Everyday apparel is about to get a bit smarter.
Over the last couple years, innovative brands, especially in athletics wear, have intensified efforts to develop comfortable smart apparel. And now, collaboration between Levi’s and Google is extending that effort beyond sportswear to a fashion piece – a denim jacket, in particular.
Most basically, smart apparel is teched-up clothing that can monitor and record information about your physical condition. That definition has been expanding of late to clothes that can possibly offer other benefits too, from body temperature moderation to device control.
The latter feature is a key element of the Levi’s Commuter Trucker Jacket. Designed especially for urban bike commuters, the jacket features technology that allows wearers to control their mobile experience and connect to a variety of services, such as music or maps, directly from the jacket, with the help of an electronics-infused smart tag.
Made of dark blue denim, the stylish jacket is the brainchild of a collaboration between Levi’s and Google’s Project Jacquard, an innovation initiative that involves unobtrusively embedding sensors and feedback devices in fabrics and clothing, thereby making garments digitally interactive.
“Using conductive yarns, bespoke touch and gesture-sensitive areas can be woven at precise locations, anywhere on the textile, making the yarn strong enough to be woven on any industrial loom,” reads an explanation on the Project Jacquard website. “Alternatively, sensor grids can be woven throughout the textile, creating large, interactive surfaces.”
As the jacket testifies to, all that technology can happen without sacrificing fashion. Obviously the jacket won’t be for everyone. But it may be a bellwether that smart apparel options are not only set to expand in athletic wear, but also in fashion too.
Regardless, sales of smart apparel on the whole are expected to increase. IDC, a global provider of market intelligence, predicts that smart apparel will go from accounting for 1.3% of total shipments within the wearable technology market in 2016 to 9.4% in 2021 – an ascent that will occur as total shipments of smart wearables (including watches and wristbands) increase 18.3% during the five-year period. With the rise of apparel, smart “wearables will be made available to a previously unaware audience – one that frequents fashion outlets over tech outlets,” says Jitesh Ubrani, senior research analyst for IDC Mobile Device Trackers.

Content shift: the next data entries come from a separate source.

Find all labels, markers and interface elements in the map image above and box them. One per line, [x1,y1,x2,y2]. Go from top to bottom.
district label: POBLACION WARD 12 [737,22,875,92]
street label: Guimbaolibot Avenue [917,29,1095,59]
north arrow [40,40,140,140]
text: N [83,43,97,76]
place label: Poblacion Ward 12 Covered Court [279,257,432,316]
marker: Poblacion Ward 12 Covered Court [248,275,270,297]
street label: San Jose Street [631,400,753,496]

Certainly, smart apparel isn’t poised to take over the promotional products space tomorrow. But some industry suppliers already believe that the tech-tastic clothes will make their way to the industry, presenting new sales opportunities in categories that range from workwear and wellness, to teams and education.
“I do see smart apparel/wearable tech entering our space,” says Danny Tsai, vice president of merchandising at Top 40 supplier Tri-Mountain (asi/92125). “As far as what type of innovation, it can be anything from measuring and tracking an activity, making you more visible, or keeping your body temperature regulated. The affordability of it will decide how soon we see it in our industry.”